This past year was hard- yet so, so good. I am grateful for both- truly, I am. Some
advent seasons follow easy happy blessed years full of rest and joy- and some years are
hard, weary years where you slowly craw into the holiday season and new
year. Years of great blessing make
rejoicing easy but don't help me to properly long and wait during advent – and years of
longing match perfectly with the waiting season of advent but make me work
harder to find joy during the holiday season. But, this year, I have known both
grief and rejoicing– reminding me of my incredible need for a Savior, my
longing for Heaven in the midst of a broken world, and of God’s unmerited
kindness displayed upon me. The
Christmas carol rings true in my life – He has definitely made His blessings flow in
my life far as the curse is found. And the curse and the blessing is making me daily more like Him.
There are two sweet new ornaments on our tree this December, announcing
two sweet babies – one that I gave to my husband last December to announce our
first pregnancy and baby, and one given to me by mother this year announcing
our sweet daughter’s quick approaching arrival.

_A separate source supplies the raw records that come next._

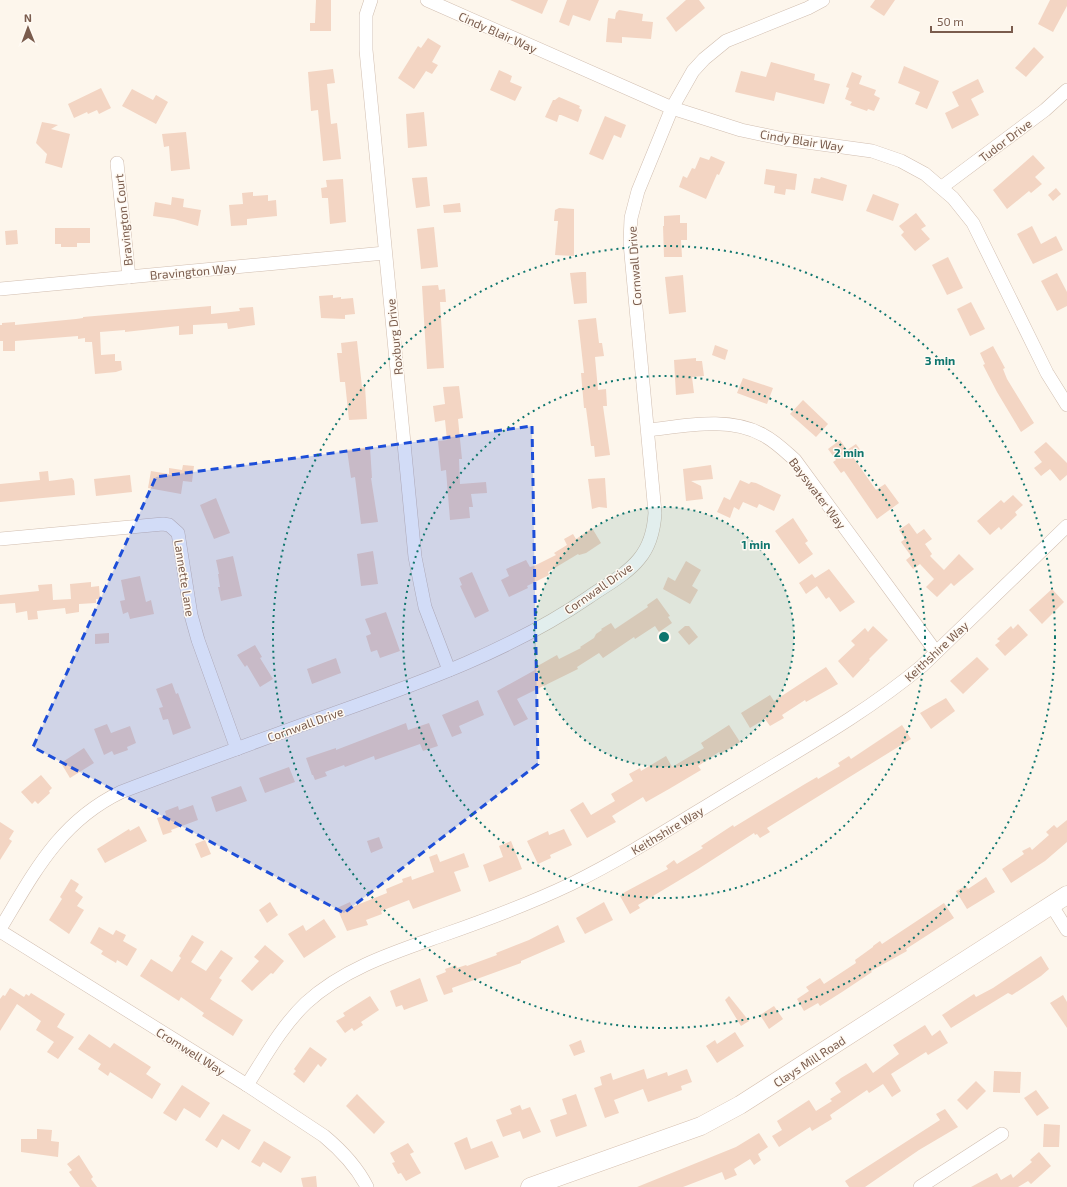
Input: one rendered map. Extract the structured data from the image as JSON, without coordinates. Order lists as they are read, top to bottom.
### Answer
{
  "streets": {
    "main road": ["Clays Mill Road"],
    "street": [
      "Cindy Blair Way",
      "Tudor Drive",
      "Bravington Court",
      "Cornwall Drive",
      "Bravington Way",
      "Roxburg Drive",
      "Bayswater Way",
      "Lannette Lane",
      "Keithshire Way",
      "Cromwell Way"
    ]
  },
  "crossings": [
    ["Cindy Blair Way", "Tudor Drive"],
    ["Cindy Blair Way", "Cornwall Drive"],
    ["Bravington Court", "Bravington Way"],
    ["Cornwall Drive", "Roxburg Drive"],
    ["Cornwall Drive", "Bayswater Way"],
    ["Cornwall Drive", "Lannette Lane"],
    ["Cornwall Drive", "Cromwell Way"],
    ["Bravington Way", "Roxburg Drive"],
    ["Bayswater Way", "Keithshire Way"],
    ["Keithshire Way", "Cromwell Way"]
  ],
  "scale_bar": "50 m",
  "north": "top",
  "rings": ["3 min", "2 min", "1 min"]
}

I refuse to take the first one down – because that ornament is just as
much a part of our story – and the story of Advent as the second ornament. (This is not the first time I have realized loss
during the “most wonderful time of the year” and each loss has made Advent all
the sweeter in my life) In fact, I can’t think of a better time of year to
remember those we love and have lost than Advent – a time when a perfect Savior
came as a baby into our mess to save us from death and destruction. I can celebrate both babies this year because
of the sweet baby in the manger that was the beginning of the end for this broken,
hard world and the ever-reaching curse of death and sin.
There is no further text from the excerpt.